Records from a dataset:
──────
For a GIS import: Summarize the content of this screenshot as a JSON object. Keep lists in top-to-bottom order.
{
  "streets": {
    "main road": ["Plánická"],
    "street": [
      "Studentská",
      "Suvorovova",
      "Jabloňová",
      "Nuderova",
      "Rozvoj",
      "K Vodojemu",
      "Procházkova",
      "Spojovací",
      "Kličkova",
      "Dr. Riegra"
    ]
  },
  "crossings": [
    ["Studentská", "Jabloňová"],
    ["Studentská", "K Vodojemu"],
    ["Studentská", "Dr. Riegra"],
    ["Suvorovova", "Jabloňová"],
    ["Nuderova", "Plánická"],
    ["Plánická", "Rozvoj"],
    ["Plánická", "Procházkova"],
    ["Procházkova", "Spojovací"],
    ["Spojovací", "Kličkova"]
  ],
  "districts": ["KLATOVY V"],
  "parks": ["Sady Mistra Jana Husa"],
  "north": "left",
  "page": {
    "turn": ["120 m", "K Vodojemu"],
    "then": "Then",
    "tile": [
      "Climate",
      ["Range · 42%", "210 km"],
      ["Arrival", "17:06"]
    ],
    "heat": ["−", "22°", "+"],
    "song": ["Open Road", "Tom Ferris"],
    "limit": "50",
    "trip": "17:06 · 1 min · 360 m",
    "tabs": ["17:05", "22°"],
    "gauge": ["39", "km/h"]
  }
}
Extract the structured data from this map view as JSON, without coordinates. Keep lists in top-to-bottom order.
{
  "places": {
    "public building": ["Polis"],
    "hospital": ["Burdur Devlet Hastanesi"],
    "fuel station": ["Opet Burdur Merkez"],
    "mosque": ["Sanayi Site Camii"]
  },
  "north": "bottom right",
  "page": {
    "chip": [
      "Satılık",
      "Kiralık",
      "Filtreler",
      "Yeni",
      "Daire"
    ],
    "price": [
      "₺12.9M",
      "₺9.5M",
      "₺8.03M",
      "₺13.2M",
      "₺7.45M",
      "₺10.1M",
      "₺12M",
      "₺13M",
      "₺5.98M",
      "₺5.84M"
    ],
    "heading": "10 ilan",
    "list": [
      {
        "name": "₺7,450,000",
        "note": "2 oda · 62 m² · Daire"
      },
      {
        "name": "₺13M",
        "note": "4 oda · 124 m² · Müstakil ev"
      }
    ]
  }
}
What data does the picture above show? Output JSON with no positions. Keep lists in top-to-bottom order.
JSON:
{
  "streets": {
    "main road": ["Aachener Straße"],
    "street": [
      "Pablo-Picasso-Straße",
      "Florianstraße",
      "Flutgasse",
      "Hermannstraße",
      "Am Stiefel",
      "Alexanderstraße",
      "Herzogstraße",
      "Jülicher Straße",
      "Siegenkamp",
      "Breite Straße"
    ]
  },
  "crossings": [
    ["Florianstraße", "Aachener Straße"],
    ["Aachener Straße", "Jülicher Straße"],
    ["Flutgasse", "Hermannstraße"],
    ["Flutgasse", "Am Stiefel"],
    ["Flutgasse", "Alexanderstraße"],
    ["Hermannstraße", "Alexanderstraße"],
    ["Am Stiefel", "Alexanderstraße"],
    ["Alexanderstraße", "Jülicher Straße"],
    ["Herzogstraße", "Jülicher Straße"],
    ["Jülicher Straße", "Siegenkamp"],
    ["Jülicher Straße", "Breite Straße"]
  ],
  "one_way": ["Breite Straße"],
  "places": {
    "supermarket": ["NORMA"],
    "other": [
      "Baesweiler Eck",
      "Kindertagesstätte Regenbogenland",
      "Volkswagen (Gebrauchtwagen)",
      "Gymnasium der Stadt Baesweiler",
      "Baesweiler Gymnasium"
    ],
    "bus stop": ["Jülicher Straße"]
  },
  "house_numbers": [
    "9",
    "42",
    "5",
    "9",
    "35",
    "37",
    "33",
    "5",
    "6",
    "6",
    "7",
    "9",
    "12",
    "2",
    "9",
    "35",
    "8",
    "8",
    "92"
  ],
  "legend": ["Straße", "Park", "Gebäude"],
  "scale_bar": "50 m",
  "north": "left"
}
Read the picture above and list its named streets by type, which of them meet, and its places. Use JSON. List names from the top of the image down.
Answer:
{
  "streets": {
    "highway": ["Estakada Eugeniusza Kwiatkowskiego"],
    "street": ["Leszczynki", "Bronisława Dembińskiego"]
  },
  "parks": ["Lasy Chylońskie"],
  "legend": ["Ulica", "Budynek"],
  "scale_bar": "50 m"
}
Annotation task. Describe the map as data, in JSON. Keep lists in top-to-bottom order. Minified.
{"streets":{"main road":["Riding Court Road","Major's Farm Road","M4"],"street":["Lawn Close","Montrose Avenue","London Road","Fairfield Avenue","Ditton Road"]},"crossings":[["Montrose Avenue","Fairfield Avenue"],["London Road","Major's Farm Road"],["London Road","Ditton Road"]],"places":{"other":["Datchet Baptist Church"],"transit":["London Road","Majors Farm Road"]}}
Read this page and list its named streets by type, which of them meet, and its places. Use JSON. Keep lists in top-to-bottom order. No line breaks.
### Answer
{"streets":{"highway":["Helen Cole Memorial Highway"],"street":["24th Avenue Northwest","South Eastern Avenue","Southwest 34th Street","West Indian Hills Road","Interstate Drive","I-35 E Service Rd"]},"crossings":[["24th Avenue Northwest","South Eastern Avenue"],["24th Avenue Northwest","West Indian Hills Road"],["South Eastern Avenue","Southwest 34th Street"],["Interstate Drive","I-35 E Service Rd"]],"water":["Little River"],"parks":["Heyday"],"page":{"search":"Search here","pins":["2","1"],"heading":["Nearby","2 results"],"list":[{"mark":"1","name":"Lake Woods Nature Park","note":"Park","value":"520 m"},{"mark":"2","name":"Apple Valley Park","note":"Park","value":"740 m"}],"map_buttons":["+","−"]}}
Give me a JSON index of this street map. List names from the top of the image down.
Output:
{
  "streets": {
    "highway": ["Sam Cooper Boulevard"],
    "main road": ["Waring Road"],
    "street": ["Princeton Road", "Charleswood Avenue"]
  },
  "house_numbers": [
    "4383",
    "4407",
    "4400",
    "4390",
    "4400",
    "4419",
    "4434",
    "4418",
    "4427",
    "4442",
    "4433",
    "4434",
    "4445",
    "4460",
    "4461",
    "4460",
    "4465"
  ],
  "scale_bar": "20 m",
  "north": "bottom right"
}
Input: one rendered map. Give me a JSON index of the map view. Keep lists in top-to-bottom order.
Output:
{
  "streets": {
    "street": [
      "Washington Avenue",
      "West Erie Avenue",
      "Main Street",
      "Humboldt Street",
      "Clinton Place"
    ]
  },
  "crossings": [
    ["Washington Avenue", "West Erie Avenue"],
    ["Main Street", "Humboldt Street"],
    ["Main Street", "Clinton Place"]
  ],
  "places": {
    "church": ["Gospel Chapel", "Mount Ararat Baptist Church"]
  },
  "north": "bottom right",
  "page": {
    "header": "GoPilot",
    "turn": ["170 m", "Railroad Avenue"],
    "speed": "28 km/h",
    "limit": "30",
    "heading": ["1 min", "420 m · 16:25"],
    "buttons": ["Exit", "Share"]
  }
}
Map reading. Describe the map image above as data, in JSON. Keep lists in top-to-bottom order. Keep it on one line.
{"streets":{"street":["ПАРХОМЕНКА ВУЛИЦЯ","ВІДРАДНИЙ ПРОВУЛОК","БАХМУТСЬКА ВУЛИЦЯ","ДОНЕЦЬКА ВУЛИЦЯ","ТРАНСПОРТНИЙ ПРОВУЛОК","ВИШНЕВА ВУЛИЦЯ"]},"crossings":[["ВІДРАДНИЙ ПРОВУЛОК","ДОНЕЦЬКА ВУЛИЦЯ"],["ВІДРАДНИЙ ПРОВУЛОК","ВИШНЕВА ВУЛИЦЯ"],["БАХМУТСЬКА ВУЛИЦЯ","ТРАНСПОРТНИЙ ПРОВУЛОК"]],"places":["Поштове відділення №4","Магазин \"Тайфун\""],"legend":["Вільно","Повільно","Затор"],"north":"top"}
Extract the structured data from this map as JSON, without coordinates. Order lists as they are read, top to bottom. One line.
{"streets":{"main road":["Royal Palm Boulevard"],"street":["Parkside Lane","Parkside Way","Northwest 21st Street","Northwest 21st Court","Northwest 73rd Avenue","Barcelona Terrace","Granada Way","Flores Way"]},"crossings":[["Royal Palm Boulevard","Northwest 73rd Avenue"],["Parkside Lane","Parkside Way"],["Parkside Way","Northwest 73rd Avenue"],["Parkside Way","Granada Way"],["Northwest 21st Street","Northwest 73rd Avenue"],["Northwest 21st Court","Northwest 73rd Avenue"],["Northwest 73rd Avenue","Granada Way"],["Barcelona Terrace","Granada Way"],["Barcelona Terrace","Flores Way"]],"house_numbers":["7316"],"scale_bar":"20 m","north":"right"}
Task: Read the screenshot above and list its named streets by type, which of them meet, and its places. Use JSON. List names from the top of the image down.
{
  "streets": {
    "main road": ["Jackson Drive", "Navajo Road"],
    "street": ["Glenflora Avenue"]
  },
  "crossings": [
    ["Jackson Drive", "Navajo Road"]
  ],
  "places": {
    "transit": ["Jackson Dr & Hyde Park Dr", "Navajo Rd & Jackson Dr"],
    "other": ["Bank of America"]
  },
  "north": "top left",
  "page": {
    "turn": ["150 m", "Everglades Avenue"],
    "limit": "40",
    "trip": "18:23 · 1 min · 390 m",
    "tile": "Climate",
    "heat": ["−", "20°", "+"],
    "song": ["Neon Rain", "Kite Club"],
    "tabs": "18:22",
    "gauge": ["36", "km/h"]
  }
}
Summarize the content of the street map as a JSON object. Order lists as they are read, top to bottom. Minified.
──────
#### [ACTIVITY]
Would you please copy all lines in the data that contain the word "picture"?

#### [SOLUTION TO THE PROBLEM]
What data does the picture above show? Output JSON with no positions. Keep lists in top-to-bottom order.
Read the picture above and list its named streets by type, which of them meet, and its places. Use JSON. List names from the top of the image down.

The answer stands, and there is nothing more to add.